**Exercise description**
Scan the data below for lines holding the word "none", and copy each line found.

**Records to process**
== Segment start ==

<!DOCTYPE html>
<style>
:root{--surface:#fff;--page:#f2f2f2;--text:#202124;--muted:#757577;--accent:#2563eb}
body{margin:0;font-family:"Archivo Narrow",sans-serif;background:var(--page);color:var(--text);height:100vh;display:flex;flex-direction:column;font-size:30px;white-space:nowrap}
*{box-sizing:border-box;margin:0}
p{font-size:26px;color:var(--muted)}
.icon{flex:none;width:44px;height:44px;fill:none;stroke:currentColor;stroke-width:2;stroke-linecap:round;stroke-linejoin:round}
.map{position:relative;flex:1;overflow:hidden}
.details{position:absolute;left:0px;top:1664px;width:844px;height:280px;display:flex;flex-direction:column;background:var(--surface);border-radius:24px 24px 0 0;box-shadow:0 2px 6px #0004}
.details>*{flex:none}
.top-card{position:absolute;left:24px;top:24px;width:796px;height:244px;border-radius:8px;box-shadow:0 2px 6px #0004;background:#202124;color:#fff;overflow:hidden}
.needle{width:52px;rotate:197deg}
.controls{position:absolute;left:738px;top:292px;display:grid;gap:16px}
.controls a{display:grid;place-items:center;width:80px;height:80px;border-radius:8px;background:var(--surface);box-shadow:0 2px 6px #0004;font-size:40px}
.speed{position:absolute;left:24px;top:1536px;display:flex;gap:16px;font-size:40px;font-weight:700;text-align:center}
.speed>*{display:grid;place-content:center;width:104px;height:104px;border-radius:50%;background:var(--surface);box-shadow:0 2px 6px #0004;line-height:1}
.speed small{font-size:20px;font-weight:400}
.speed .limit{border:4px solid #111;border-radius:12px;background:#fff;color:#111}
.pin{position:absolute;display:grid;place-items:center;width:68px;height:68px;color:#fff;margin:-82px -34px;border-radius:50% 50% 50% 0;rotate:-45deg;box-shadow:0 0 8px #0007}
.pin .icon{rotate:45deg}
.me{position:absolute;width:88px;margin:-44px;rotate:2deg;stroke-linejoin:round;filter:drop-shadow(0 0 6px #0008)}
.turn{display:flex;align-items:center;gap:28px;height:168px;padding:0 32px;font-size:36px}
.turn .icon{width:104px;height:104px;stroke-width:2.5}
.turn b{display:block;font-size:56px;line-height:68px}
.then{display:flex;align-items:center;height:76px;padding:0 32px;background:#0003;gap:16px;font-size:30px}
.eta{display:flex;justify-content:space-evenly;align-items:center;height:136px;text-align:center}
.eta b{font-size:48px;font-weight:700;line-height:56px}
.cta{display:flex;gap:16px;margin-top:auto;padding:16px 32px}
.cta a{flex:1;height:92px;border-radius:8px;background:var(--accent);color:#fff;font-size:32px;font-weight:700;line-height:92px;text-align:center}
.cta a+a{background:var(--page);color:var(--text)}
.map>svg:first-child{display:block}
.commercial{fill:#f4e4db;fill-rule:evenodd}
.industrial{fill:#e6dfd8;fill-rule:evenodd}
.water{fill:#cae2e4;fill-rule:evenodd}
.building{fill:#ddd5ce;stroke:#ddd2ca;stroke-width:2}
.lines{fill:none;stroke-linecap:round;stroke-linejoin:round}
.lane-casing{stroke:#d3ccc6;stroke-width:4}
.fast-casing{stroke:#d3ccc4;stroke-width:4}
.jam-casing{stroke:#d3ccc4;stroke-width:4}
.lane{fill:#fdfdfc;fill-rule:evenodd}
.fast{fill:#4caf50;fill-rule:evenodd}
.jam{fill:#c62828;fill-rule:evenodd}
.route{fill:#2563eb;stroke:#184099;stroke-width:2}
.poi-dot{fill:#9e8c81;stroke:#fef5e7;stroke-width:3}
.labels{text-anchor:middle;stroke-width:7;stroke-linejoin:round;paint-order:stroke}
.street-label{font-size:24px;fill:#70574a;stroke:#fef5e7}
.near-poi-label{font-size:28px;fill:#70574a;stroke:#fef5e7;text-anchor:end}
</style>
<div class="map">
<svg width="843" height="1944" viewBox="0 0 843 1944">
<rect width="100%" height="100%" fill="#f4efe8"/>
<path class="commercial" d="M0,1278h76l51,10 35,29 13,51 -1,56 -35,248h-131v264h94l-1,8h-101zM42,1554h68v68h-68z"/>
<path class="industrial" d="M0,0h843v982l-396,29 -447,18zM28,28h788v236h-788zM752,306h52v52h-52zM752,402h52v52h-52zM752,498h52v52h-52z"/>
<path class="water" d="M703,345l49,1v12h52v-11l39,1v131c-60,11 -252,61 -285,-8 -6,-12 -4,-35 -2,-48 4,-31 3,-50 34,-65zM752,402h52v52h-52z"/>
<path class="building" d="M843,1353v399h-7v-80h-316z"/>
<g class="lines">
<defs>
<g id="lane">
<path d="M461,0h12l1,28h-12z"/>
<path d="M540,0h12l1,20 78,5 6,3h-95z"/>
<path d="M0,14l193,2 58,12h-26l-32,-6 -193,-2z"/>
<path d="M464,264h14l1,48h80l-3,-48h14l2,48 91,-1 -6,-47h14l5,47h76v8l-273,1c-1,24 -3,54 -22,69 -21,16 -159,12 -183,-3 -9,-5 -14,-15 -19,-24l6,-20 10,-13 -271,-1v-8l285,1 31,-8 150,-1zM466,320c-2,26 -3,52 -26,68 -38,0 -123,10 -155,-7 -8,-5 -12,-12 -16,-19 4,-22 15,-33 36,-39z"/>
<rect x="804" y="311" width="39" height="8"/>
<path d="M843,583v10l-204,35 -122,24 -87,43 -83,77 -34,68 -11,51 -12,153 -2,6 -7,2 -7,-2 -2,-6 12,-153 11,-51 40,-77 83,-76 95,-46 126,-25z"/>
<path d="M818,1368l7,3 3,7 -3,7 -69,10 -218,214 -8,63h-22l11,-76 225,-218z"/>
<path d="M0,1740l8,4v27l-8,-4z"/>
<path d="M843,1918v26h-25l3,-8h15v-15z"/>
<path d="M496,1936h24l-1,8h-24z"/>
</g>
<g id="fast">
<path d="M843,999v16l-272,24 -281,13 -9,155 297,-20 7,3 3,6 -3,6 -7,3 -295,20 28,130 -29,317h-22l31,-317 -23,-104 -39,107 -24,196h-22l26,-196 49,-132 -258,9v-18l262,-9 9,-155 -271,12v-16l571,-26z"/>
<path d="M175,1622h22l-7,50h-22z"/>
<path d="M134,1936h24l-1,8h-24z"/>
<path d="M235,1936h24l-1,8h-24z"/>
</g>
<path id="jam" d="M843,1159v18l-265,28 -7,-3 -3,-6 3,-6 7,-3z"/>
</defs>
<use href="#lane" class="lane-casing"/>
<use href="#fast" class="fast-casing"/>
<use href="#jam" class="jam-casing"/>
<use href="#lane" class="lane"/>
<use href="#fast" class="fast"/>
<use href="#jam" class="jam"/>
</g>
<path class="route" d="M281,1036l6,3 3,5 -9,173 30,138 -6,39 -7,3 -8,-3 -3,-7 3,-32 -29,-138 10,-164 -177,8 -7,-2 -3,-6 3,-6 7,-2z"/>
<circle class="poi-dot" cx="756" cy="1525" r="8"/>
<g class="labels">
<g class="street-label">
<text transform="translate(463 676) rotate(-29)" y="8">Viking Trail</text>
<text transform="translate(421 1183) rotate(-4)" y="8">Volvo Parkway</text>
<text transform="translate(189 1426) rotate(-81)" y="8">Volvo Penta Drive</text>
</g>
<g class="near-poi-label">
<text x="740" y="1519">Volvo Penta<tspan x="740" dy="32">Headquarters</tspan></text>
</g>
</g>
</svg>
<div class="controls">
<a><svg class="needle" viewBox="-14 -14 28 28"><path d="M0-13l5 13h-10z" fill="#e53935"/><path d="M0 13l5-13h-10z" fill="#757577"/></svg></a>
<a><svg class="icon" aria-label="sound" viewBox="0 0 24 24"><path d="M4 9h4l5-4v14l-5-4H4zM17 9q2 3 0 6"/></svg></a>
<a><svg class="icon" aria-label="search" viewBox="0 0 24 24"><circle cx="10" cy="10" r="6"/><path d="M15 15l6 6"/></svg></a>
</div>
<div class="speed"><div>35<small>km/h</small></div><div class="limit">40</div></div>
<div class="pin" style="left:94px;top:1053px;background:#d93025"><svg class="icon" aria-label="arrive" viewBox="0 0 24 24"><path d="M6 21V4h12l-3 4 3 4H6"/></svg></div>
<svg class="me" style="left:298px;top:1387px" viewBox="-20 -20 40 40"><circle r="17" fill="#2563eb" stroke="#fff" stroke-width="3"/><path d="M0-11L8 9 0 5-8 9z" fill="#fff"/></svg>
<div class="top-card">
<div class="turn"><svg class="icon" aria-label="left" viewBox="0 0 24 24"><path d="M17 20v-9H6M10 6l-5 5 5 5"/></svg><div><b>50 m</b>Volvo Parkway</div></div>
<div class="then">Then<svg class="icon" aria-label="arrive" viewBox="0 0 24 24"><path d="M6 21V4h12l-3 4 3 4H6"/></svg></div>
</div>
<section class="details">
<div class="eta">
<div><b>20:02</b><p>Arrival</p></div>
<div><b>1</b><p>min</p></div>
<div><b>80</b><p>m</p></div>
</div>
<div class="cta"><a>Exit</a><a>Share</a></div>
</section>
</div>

== Segment end ==

**Expected output**
.icon{flex:none;width:44px;height:44px;fill:none;stroke:currentColor;stroke-width:2;stroke-linecap:round;stroke-linejoin:round}
.details>*{flex:none}
.lines{fill:none;stroke-linecap:round;stroke-linejoin:round}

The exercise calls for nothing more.